Modeling Herding Behaviors


This article will describe how primsoup implements a herding behavior.

Concept

After implementing a simple herbivore creature in primsoup, I wanted to give them more interesting behaviors. When I think of large herbivores, I imagine them moving in a herd.

Creating a simulated creature that moved in a herd seemed like an interesting problem. I did not want to make it complicated enough to accurately model a flock of birds. I was aiming for a general "animals stay near - but not on top of - each other" kind of herding.

To the Videotape!

Sometimes the best way to explain is to show. Here is a video final herding behavior logic at work.

    United We Stand

    The key to a herding behavior is wanting to be near other entities. The herding behavior needs to draw an entity toward the entities that it can see. A simple way to do this is to create an attractive force between entities.

    But our entities can only move in one direction. That means we need a way to determine a single direction from many sources. A great way to model an attractive force between entities is to copy the gravitational force. That law gives us two useful properties.

    • Attraction to nearby entities
    • Exponential magnitude

    The Reversal!

    One problem with gravity is that it is exponential in the wrong direction. If an object is very close, the attractive force is much stronger. If an animal is very close to us in a herd, we are satisfied with that. We want to be powerful attracted to ones that are far away. This makes for a closer herd.

    Another problem is gravity only gets stronger as bodies get closer together. However, our herding animals do not want to be TOO close to each other. We need to implement a threshold after which, entities start to repel each other.
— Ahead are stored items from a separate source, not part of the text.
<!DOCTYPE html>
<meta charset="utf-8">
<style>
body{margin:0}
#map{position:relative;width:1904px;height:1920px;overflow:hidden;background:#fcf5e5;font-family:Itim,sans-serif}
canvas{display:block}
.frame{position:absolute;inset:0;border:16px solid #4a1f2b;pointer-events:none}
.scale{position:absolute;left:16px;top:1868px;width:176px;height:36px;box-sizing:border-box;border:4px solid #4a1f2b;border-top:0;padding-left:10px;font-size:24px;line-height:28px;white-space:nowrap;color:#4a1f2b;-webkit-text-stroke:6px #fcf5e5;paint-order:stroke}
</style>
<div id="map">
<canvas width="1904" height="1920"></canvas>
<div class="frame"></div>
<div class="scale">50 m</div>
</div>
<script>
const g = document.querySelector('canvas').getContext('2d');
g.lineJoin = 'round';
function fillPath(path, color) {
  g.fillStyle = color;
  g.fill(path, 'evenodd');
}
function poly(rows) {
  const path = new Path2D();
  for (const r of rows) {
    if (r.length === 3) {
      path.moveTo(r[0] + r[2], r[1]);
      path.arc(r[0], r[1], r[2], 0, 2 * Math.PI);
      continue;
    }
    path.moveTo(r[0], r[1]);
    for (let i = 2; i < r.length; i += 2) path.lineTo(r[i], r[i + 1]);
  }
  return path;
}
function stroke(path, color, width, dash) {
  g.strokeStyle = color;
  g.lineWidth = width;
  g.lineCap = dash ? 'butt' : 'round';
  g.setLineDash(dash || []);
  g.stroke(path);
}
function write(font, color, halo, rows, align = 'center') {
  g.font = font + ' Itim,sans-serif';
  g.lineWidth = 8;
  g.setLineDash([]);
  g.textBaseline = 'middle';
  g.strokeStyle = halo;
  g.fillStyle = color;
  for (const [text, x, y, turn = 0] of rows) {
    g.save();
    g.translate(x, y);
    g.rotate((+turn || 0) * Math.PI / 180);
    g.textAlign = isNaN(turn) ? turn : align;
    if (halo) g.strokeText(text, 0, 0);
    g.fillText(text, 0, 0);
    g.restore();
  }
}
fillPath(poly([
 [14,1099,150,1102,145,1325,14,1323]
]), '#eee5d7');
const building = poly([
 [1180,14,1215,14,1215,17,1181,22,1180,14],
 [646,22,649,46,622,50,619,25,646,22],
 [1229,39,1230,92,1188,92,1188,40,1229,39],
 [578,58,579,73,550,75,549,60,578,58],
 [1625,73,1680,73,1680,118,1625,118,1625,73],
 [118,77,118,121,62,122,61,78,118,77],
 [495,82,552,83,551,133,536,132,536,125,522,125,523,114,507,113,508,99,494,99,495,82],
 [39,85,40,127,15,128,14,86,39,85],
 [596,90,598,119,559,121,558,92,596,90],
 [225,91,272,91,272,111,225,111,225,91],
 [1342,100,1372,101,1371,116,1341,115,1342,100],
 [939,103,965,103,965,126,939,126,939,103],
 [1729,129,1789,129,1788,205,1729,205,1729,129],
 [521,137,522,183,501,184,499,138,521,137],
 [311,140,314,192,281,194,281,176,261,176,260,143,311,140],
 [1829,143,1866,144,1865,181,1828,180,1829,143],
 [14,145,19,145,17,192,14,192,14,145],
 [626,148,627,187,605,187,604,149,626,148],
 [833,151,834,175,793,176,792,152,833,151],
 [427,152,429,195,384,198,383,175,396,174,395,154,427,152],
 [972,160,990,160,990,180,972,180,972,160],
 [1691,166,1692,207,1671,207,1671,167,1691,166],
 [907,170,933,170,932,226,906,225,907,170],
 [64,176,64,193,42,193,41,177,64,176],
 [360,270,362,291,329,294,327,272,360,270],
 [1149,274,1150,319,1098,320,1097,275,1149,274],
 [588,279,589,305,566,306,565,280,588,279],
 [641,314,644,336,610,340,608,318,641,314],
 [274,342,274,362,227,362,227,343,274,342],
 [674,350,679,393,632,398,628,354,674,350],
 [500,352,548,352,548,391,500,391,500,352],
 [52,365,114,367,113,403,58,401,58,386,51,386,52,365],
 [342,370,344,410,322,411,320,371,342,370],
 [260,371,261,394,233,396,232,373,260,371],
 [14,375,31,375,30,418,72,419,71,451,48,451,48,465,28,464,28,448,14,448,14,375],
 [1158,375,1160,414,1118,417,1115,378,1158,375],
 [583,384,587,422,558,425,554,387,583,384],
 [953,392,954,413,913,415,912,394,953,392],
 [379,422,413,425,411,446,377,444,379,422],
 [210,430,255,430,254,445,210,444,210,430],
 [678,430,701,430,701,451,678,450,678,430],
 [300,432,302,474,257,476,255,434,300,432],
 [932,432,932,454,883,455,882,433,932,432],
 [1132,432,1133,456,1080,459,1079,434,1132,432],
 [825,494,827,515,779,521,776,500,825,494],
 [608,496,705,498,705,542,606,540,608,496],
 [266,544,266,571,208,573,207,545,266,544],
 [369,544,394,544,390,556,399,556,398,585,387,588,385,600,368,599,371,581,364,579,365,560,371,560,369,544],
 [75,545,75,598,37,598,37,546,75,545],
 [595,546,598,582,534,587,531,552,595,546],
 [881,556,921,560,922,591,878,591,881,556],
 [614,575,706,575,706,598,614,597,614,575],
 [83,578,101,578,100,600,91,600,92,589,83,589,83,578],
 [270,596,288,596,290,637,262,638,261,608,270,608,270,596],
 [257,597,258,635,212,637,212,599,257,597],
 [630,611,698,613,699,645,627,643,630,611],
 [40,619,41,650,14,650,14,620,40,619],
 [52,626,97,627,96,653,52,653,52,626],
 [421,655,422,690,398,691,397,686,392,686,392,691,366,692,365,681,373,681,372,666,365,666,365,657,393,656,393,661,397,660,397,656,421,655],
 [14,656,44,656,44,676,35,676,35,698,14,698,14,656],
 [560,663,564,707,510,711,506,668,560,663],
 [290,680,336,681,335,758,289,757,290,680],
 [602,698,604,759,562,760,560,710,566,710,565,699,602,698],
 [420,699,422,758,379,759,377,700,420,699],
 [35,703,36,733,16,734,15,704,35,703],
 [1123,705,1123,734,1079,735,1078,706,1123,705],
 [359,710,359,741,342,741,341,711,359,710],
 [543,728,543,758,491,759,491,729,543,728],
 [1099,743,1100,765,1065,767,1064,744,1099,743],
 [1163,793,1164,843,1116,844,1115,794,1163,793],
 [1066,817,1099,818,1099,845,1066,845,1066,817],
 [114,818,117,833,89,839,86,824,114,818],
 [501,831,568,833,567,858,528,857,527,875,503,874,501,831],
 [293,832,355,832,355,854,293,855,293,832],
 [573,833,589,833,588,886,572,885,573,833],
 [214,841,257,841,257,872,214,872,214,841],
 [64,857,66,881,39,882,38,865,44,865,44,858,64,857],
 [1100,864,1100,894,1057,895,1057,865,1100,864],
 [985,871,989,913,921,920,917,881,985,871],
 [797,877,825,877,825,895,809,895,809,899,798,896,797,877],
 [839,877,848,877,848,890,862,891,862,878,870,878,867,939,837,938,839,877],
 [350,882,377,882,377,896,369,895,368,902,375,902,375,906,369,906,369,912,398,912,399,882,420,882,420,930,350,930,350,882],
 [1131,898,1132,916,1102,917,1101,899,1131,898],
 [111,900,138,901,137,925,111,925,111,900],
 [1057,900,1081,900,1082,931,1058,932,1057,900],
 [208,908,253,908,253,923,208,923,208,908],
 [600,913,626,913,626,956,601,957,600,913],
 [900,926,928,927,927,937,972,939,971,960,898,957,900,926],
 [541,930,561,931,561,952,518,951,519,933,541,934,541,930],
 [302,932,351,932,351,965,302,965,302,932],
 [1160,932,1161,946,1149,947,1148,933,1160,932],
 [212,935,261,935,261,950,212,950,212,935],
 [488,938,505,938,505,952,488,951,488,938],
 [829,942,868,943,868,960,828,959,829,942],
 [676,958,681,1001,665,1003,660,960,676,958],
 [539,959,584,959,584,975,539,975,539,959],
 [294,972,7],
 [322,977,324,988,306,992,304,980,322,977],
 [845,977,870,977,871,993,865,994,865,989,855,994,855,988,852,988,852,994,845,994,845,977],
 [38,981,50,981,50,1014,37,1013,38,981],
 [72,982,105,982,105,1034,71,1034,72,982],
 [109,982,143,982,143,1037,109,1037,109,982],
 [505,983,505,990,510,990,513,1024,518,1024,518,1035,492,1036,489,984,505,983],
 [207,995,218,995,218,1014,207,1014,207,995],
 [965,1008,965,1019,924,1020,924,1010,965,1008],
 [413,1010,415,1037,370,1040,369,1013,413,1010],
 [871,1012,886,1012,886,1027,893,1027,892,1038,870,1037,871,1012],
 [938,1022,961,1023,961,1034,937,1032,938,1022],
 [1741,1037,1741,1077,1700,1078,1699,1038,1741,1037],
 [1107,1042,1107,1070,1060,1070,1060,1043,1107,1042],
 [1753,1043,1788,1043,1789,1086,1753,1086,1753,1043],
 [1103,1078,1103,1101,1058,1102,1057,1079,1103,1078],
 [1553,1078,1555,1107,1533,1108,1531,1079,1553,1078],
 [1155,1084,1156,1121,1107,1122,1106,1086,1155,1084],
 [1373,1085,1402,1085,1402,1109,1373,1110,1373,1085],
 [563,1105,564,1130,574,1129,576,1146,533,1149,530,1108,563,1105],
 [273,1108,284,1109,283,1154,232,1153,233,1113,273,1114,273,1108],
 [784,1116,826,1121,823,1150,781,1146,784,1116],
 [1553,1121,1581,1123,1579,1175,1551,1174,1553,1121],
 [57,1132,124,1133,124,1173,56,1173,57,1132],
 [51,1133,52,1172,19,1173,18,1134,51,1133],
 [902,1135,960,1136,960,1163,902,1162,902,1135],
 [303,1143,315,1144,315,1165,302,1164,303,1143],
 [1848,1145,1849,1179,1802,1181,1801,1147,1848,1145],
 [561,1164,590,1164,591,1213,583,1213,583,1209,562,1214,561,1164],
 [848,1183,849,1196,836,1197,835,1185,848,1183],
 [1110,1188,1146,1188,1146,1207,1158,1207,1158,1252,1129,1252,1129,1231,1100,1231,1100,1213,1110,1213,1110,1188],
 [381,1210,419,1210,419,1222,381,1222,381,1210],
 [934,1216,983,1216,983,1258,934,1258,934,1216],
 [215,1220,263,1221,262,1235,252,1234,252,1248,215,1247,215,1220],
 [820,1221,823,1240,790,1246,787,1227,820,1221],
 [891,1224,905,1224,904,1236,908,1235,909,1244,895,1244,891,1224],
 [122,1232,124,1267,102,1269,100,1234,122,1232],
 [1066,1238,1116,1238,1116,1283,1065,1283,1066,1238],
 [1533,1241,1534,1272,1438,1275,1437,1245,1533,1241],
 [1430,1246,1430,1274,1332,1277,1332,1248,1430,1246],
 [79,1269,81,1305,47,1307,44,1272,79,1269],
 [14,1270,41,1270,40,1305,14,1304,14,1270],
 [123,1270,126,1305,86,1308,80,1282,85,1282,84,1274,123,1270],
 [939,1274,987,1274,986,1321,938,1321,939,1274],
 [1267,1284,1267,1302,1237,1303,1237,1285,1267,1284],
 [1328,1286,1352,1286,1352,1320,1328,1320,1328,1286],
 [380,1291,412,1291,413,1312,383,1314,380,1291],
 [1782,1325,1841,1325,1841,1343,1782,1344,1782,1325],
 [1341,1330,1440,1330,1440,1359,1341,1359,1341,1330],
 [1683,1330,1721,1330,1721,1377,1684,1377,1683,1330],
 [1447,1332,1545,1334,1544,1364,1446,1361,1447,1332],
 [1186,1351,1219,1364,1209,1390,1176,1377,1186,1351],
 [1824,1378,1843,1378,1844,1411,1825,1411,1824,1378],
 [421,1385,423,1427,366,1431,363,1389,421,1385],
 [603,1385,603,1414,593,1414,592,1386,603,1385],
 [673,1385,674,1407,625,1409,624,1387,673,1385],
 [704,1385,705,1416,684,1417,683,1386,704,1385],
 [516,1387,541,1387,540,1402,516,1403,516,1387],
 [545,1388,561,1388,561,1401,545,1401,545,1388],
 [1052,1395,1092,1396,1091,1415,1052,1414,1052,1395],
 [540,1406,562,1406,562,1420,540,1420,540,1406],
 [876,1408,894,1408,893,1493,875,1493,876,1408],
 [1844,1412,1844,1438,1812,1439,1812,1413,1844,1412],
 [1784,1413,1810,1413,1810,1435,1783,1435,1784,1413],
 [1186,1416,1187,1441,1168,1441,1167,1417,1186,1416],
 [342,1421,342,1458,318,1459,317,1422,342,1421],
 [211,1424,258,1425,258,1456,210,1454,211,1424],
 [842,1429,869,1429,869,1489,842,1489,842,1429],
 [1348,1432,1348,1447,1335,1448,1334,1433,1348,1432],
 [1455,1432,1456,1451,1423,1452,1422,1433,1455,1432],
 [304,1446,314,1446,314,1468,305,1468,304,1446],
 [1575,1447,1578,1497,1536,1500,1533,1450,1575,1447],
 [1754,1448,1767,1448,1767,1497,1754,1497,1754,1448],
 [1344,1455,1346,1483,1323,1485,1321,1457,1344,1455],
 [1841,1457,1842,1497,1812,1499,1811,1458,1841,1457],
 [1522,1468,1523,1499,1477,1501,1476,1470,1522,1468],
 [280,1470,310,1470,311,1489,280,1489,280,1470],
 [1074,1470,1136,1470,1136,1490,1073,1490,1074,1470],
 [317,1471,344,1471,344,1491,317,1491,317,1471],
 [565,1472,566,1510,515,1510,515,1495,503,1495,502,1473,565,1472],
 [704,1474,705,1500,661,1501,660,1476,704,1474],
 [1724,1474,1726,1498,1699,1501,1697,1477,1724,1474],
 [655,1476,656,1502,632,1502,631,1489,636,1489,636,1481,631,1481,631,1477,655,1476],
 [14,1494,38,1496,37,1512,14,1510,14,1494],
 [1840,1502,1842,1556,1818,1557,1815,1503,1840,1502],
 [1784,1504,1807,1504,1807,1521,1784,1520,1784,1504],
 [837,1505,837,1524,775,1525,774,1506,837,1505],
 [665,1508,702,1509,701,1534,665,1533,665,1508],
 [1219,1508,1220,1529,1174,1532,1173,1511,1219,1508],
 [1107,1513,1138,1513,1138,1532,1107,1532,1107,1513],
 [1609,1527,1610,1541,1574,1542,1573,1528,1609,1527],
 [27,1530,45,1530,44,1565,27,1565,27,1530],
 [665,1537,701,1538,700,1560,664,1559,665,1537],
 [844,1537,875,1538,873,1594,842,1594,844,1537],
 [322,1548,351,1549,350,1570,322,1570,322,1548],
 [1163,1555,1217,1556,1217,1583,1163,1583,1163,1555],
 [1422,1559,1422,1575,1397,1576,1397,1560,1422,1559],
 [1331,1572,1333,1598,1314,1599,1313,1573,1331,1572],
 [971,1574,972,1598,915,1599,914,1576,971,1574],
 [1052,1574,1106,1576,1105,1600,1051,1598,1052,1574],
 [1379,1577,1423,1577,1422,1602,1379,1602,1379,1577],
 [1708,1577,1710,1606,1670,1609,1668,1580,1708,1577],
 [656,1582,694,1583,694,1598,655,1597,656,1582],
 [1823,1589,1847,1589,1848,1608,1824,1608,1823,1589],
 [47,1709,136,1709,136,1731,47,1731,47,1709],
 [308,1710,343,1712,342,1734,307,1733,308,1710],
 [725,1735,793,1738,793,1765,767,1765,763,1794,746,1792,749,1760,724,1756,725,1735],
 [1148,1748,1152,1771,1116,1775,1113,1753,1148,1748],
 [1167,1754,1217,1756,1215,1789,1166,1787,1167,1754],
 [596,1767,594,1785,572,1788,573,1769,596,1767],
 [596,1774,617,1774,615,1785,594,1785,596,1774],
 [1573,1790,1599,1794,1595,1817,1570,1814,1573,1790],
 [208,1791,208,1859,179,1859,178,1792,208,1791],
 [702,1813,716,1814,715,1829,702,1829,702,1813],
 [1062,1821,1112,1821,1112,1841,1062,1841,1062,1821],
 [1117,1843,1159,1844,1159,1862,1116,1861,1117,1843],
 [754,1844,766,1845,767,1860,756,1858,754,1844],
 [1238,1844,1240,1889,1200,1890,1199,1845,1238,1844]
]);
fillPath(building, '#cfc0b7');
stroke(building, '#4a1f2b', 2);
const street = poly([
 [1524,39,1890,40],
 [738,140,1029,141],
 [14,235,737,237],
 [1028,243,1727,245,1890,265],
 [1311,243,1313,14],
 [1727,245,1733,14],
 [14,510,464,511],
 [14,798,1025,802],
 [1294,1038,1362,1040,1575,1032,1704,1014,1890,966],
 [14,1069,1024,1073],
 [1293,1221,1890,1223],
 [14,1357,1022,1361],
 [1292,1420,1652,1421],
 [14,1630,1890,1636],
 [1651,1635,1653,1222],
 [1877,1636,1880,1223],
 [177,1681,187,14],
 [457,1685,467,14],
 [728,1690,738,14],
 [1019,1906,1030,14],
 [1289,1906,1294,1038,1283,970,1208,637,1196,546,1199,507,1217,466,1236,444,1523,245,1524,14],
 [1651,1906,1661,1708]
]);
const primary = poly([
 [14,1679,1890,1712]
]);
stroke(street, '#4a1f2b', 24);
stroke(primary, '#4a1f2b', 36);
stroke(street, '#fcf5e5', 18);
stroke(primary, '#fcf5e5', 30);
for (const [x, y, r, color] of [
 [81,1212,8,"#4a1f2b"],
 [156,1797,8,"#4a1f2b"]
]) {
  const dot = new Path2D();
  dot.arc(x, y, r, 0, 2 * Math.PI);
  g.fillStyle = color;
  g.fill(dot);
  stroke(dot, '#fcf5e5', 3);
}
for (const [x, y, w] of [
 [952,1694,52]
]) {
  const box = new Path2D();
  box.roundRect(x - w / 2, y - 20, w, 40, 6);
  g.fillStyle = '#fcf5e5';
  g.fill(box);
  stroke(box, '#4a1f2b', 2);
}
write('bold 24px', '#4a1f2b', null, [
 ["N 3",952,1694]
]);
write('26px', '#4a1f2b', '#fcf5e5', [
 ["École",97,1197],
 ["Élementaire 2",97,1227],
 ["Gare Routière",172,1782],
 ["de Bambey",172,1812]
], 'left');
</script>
    In the example above, here is how our desired algorithm would quantify the force for each entity. The red border is the desired herd proximity threshold.

    1. Strong Attraction
    2. Weak Attraction
    3. Strong Repulsion
    4. No Impact

    Code It

    Here is pseudo code for the algorithm we have described.

    				
    float desiredProximity; //set this to the ideal spacing our herd wants
    Vector desiredDirection; //our ultimate direction vector
    Vector subjectPos; //our subject's current position
    List<Entity> entities; //the collection of entities that we are going to consider for our herd
    for (Entity e : entities) {
    
    	Vector toEntity = e.getPosition().subtract(subjectPos); //calculate the direction from our subject to this entity
    
    	float scale = (toEntity.length() - desiredProximity);
    	bool repulsed = scale < 0;
    	scale = scale * scale; // square the scale to get exponential magnitude
    	
    	if(repulsed){
    		scale *= -1; //we need to reverse the direction if this entity is too close to us
    	}
    
    	Vector scaledDir = toEntity.normalize().scale(scale); //normalize the direction and scale it
    	desiredDirection = desiredDirection.add(scaledDir); //add this direction into our ultimate desired direction
    }
    				
    			

    This algorithm works in 2 and 3 dimensions.

    Going Forward

    There are many ways to enhance this algorithm. You could try to implement any of the following:

    • Give greater consideration to closer entities - this should cause entities to form smaller pocket herds instead of one larger herd
    • Give the creatures some desire to lead the herd - the current algorithm will just blob the entities together. It would be interesting to see entities try to take the lead and move the herd.
    • Add some entropy - maybe the herd proximity threshold is not the same (or changes) between entities. What kind of herd would be created by entities who cannot agree on how close the herd should be?